Saturday, November 23, 2013

"Arlington" ☼ ☼ ☼ ☼



At the talkback after Friday night's performance of "Arlington" at the Magic Theater, someone said "I don't know what this is. Is it a musical? Is it an opera? I don't know where to put it."

Victor Lodato and Polly Pen's new show is sung all the way through, as if it were an opera, and Analisa Leaming, playing Sara Jane, has an opera background. But there are no soaring arias, and Ms. Leaming has a human-quality voice, quite unlike anything you would hear in the opera house. Polly Pen's score is haunting, but its atonal, arrhythmic nature serves to show us the development of Sara Jane's character, not to give the audience anything to leave the theater humming. There are "songs," which make it more like a musical, but only a few and you don't always know you're listening to one.



The show, by the way, is brilliant. Leaming's performance is as good as anything you will see this season. Though she dominates the action, musical director Jeff Pew, sitting at a raised grand piano at the rear of the stage, is a character as well. At one point, Leaming sits down at an upright piano and plays an intriguing, if too-short duet with Pew. They create a rare back-and-forth musical dialogue that becomes the heart of the show, as the story begins to crystallize around the stories from Arlington National Cemetery.

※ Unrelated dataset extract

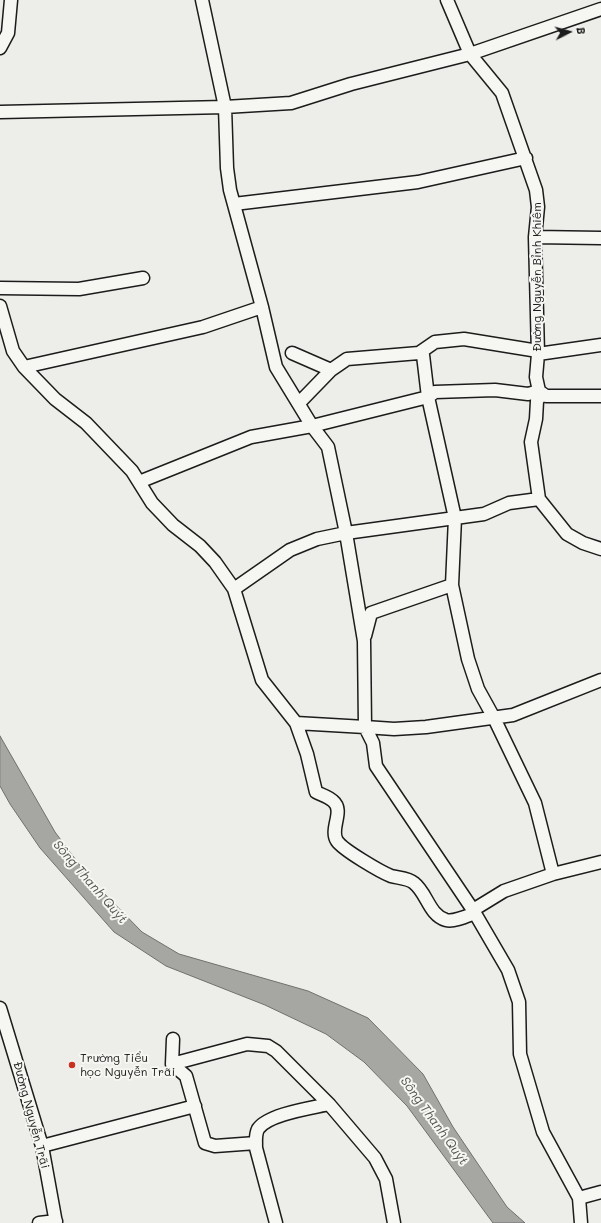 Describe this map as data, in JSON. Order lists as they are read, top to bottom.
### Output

It's short -- one hour -- and doesn't need to be any longer. Jackson Gay's direction carries us seamlessly through what is at heart a difficult story. This show will go through many changes as it develops, but you must not miss Analisa Leaming's performance here. It could hardly be any more breathtaking.

RATINGS: ☼  ☼  ☼  ☼
The San Francisco Theater Blog Awards Division awards "Arlington" Four Stars. It is that good. We emphasize this is a musical but not a Broadway musical, with operatic form but in no way operatic. You are seeing a hybrid and all you have to do is plug yourself in.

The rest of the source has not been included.